III.1. A efecto de resolver la problemática planteada en el presente caso, conviene recordar que la jurisprudencia desarrollada por este Tribunal establece que el hábeas corpus ha sido instituido por el constituyente en la norma consagrada por el art. 18 de la CPE, para la tutela de los derechos a la libertad física y de locomoción consagrados en las normas previstas por los arts. 6.II y 7 inc. g) de la misma CPE, a favor de toda persona que creyere estar indebida o ilegalmente perseguida, detenida, procesada o presa.

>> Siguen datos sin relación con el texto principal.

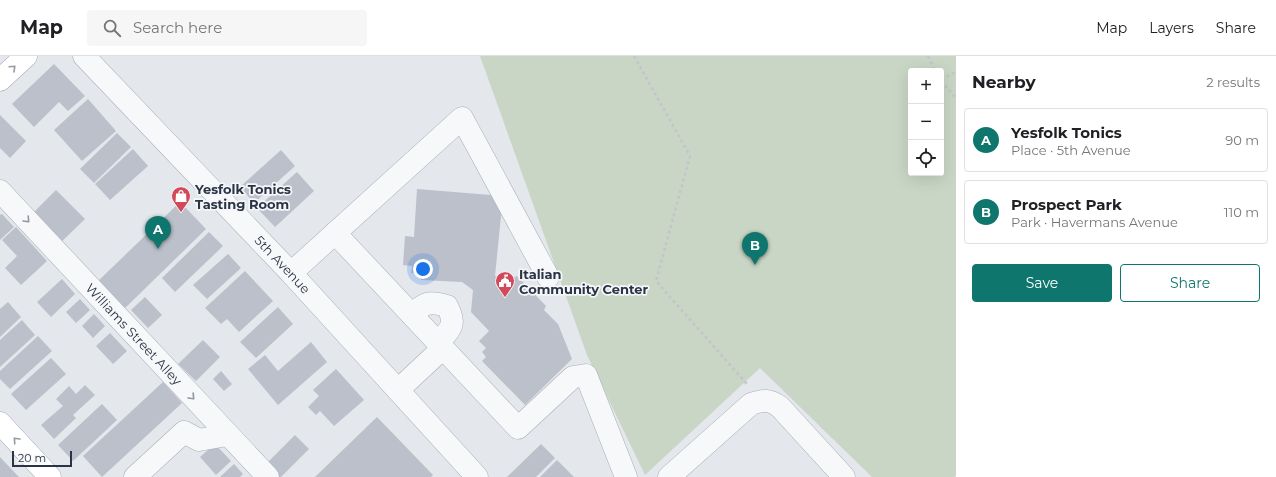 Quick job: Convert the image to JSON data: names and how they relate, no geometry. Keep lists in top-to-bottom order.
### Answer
{
  "streets": {
    "street": ["5th Avenue", "Williams Street Alley"]
  },
  "one_way": ["Williams Street Alley"],
  "places": {
    "shop": ["Yesfolk Tonics Tasting Room"],
    "public building": ["Italian Community Center"]
  },
  "scale_bar": "20 m",
  "page": {
    "header": "Map",
    "search": "Search here",
    "nav": ["Map", "Layers", "Share"],
    "heading": ["Nearby", "2 results"],
    "map_buttons": ["+", "−"],
    "list": [
      {
        "mark": "A",
        "name": "Yesfolk Tonics",
        "note": "Place · 5th Avenue",
        "value": "90 m"
      },
      {
        "mark": "B",
        "name": "Prospect Park",
        "note": "Park · Havermans Avenue",
        "value": "110 m"
      }
    ],
    "pins": ["A", "B"],
    "buttons": ["Save", "Share"],
    "scale": "20 m"
  }
} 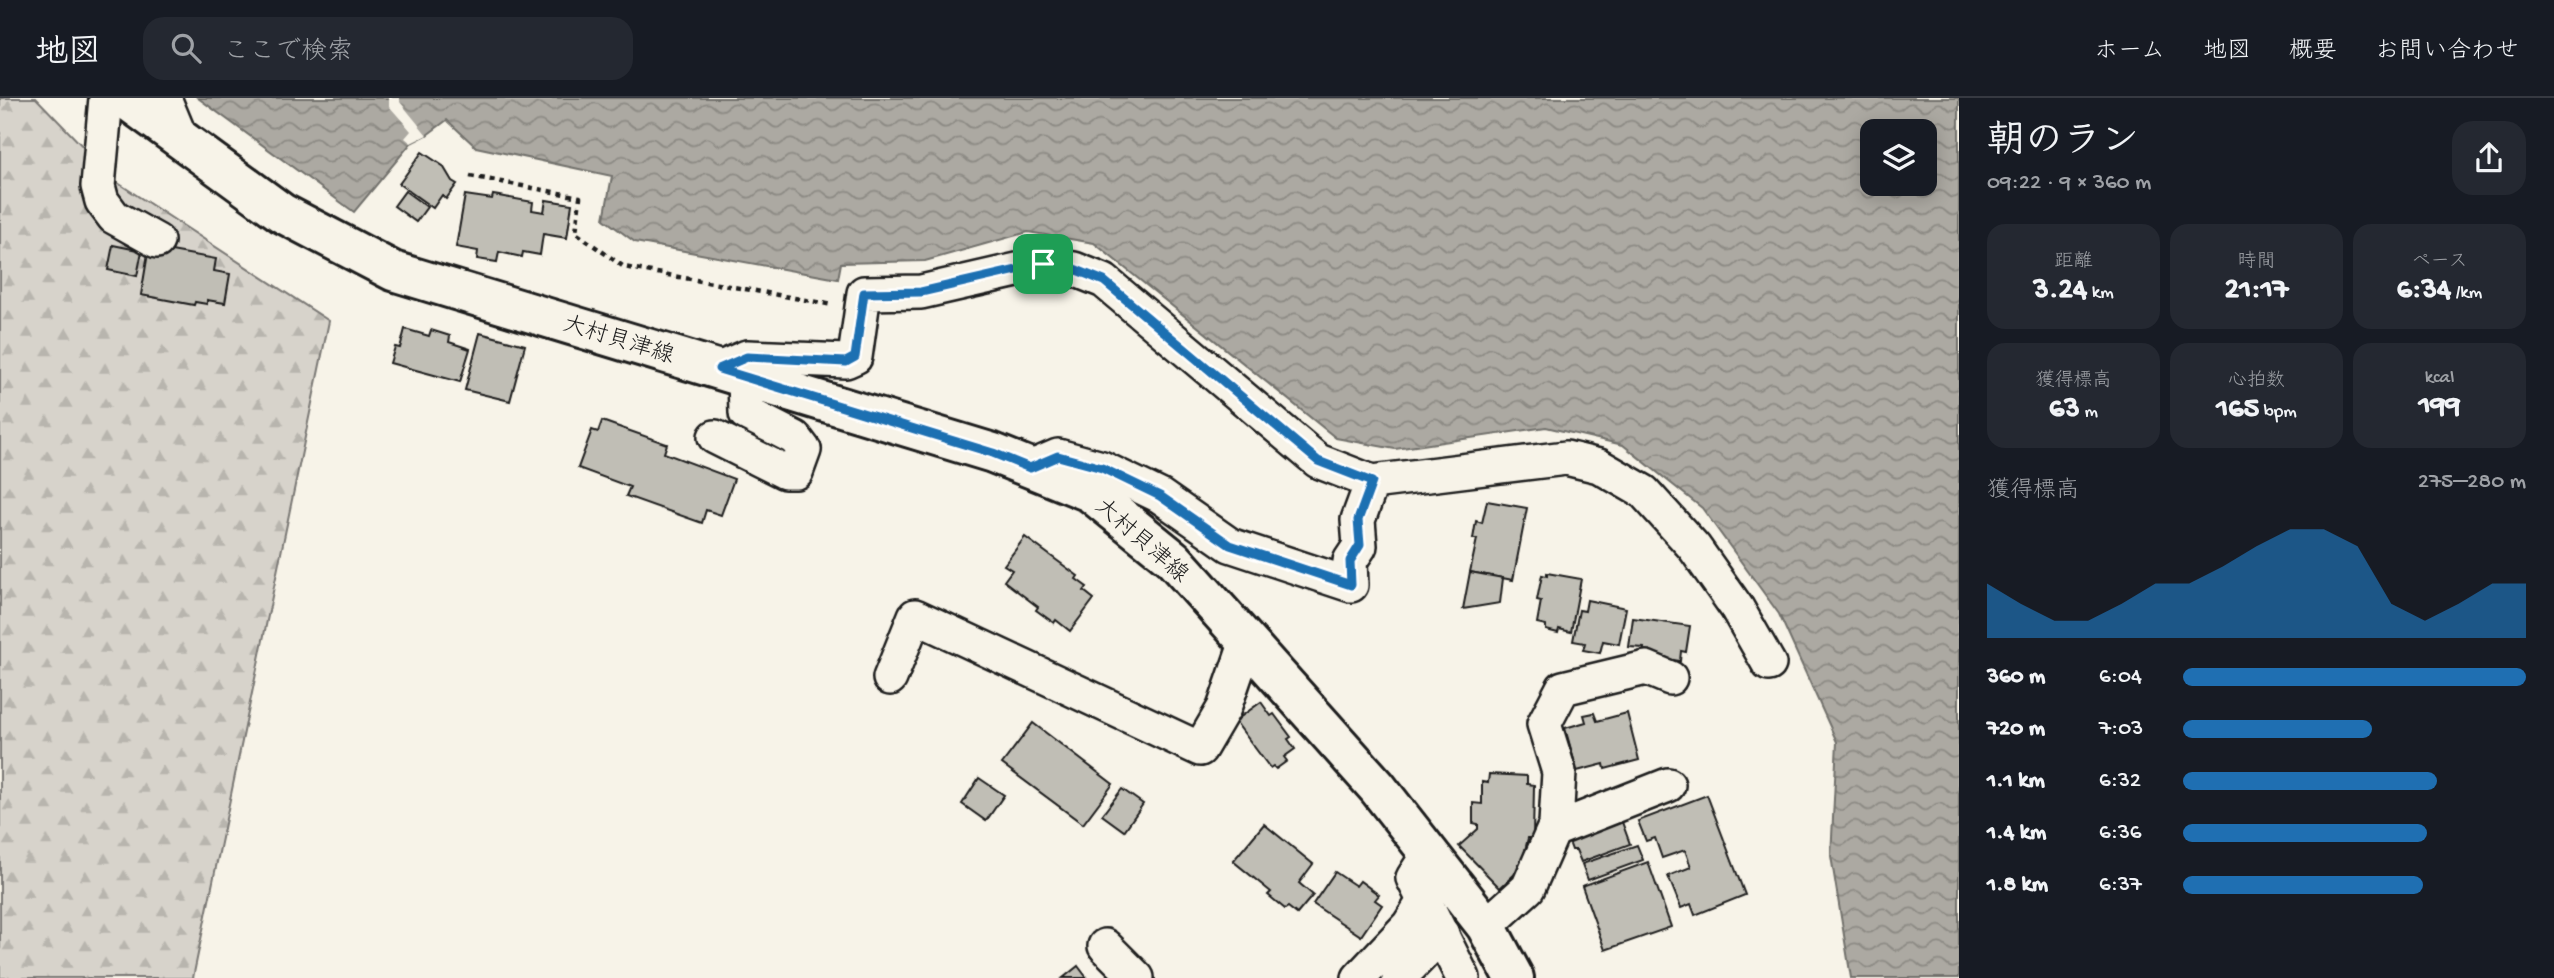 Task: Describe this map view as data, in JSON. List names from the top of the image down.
{
  "streets": {
    "main road": ["大村貝津線"]
  },
  "page": {
    "header": "地図",
    "search": "ここで検索",
    "nav": [
      "ホーム",
      "地図",
      "概要",
      "お問い合わせ"
    ],
    "heading": ["朝のラン", "09:22 · 9 × 360 m"],
    "stats": [
      ["距離", "3.24 km"],
      ["時間", "21:17"],
      ["ペース", "6:34 /km"],
      ["獲得標高", "63 m"],
      ["心拍数", "165 bpm"],
      ["kcal", "199"]
    ],
    "chart": ["獲得標高", "275–280 m"],
    "list": [
      {
        "name": "360 m",
        "note": "6:04"
      },
      {
        "name": "720 m",
        "note": "7:03"
      },
      {
        "name": "1.1 km",
        "note": "6:32"
      },
      {
        "name": "1.4 km",
        "note": "6:36"
      },
      {
        "name": "1.8 km",
        "note": "6:37"
      }
    ]
  }
}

En ese mismo sentido, la SC 1865/2004-R de 1 de diciembre, ha desarrollado con mayor precisión los fundamentos y la naturaleza del ámbito de protección que brinda el hábeas corpus respecto al procesamiento ilegal, cuando señala: “Conforme al orden constitucional y a la jurisprudencia glosada, el procesamiento ilegal al que hace referencia la norma fundamental del país en su art. 18 de la CPE, no es comprensivo de la garantía del debido proceso, pues ésta encuentra protección en el art. 19 de la CPE, sino de aquel procesamiento ilegal, es decir sin respaldo alguno en el ordenamiento jurídico, que opera como causa para la privación de la libertad. Esto con la finalidad de evitar que a través de un procedimiento arbitrario, se imponga una sanción o condena penal.

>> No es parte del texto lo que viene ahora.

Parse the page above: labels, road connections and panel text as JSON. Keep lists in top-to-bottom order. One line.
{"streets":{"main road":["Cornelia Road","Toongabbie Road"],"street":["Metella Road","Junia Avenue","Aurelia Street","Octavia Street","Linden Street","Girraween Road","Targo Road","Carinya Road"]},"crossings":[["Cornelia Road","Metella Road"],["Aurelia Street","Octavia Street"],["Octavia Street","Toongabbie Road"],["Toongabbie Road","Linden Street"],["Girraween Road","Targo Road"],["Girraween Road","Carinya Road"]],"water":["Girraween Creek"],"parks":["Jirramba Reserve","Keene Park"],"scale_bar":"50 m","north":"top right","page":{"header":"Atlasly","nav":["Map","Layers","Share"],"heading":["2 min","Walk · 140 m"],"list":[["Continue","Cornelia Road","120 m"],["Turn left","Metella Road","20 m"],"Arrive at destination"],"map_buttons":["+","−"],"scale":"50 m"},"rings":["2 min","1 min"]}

De lo dicho se concluye que en los procesos instaurados de acuerdo al ordenamiento jurídico boliviano, en el sentido del orden constitucional, las lesiones al debido proceso están llamadas a ser reparadas por los mismos órganos jurisdiccionales que conocen la causa, lo que implica que quien ha sido objeto de esa lesión, debe pedir la reparación a los jueces y tribunales ordinarios, asumiendo activamente su rol dentro del proceso, a través de los medios y recursos que prevé la ley, y sólo agotados éstos, se podrá acudir ante la jurisdicción constitucional a través del recurso de amparo constitucional, que, como se ha señalado, es el recurso idóneo para precautelar las lesiones a la garantía del debido proceso; a no ser que se constate que a consecuencia de las violaciones al debido proceso invocadas, se colocó al recurrente en absoluto estado de indefensión, lo que no le permitió impugnar los supuestos actos ilegales y que recién tuvo conocimiento del proceso al momento de la persecución o la privación de la libertad.

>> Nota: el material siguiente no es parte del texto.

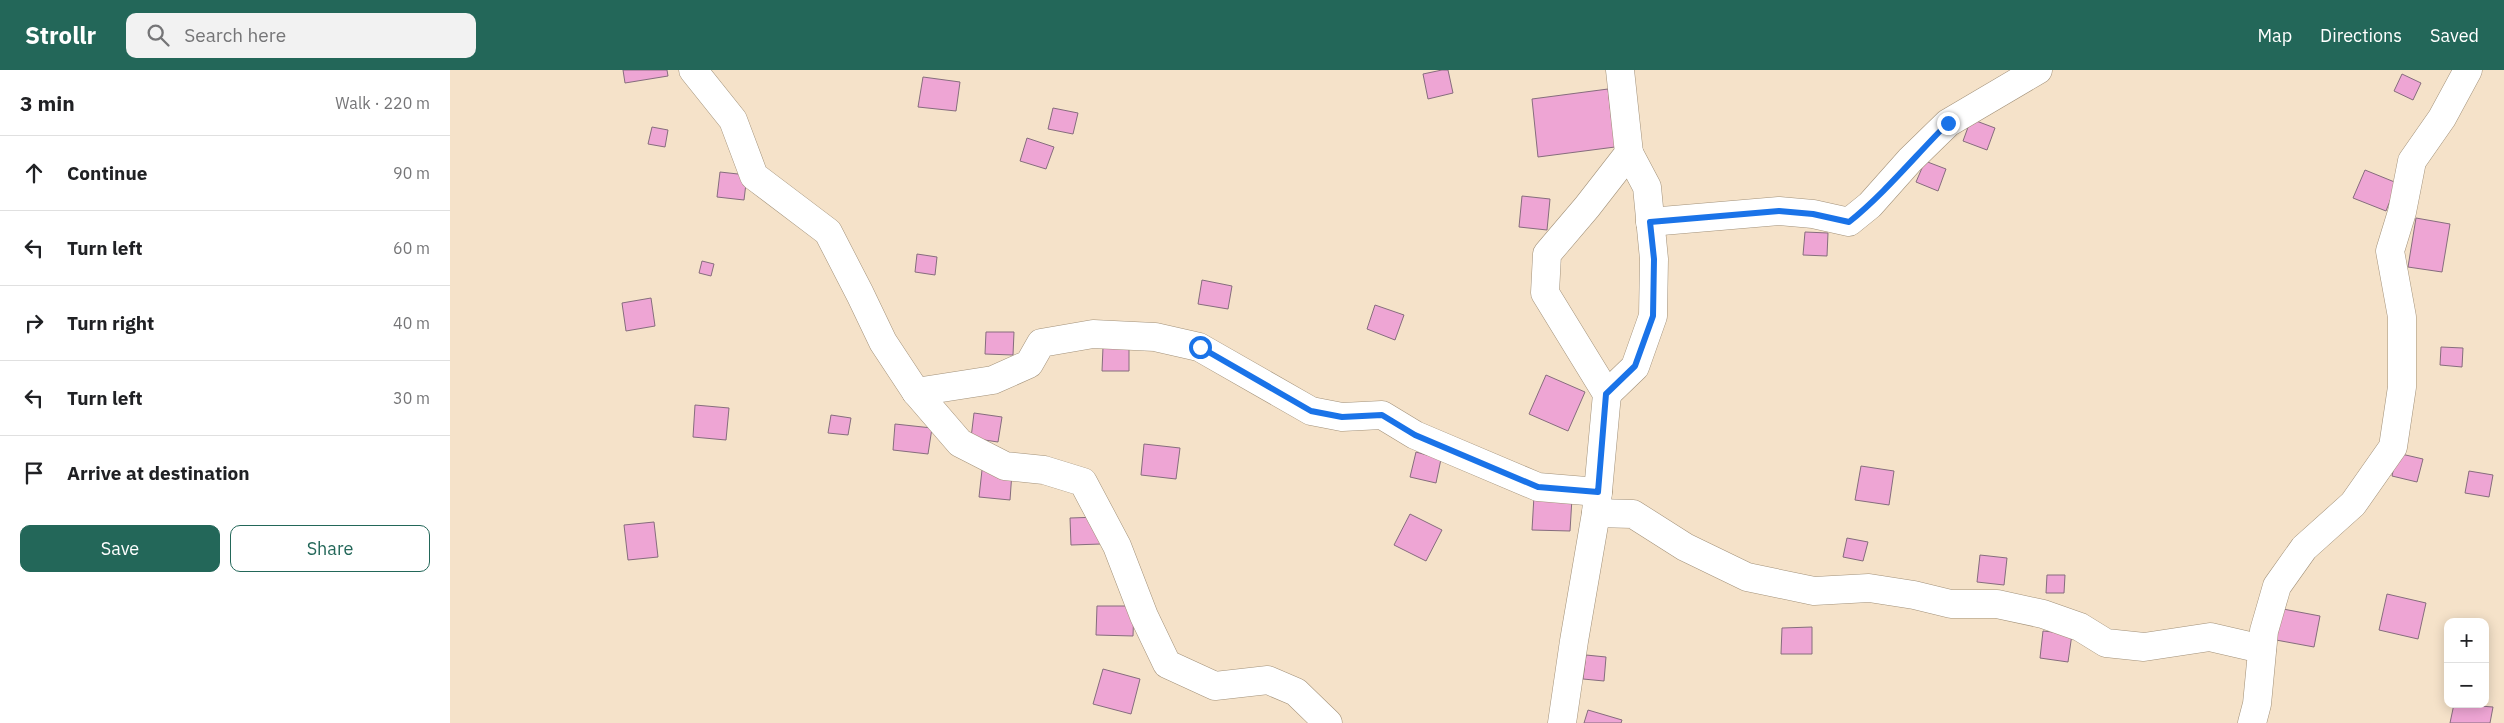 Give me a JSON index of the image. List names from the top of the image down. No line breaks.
{"page":{"header":"Strollr","search":"Search here","nav":["Map","Directions","Saved"],"heading":["3 min","Walk · 220 m"],"list":[["Continue","90 m"],["Turn left","60 m"],["Turn right","40 m"],["Turn left","30 m"],"Arrive at destination"],"buttons":["Save","Share"],"map_buttons":["+","−"]}}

Un entendimiento contrario, determinaría que los jueces y tribunales de hábeas corpus, y el propio Tribunal Constitucional, asuman una atribución que el orden constitucional no les otorga, posibilitando que toda reclamación por supuestas lesiones al debido proceso por quien se encuentre privado de libertad, prospere a través del recurso de hábeas corpus, desnaturalizando la actuación de los jueces y tribunales ordinarios, que son los que tienen competencia, primariamente, para ejercer el control del proceso, y sólo si la infracción no es reparada se abre la tutela constitucional”.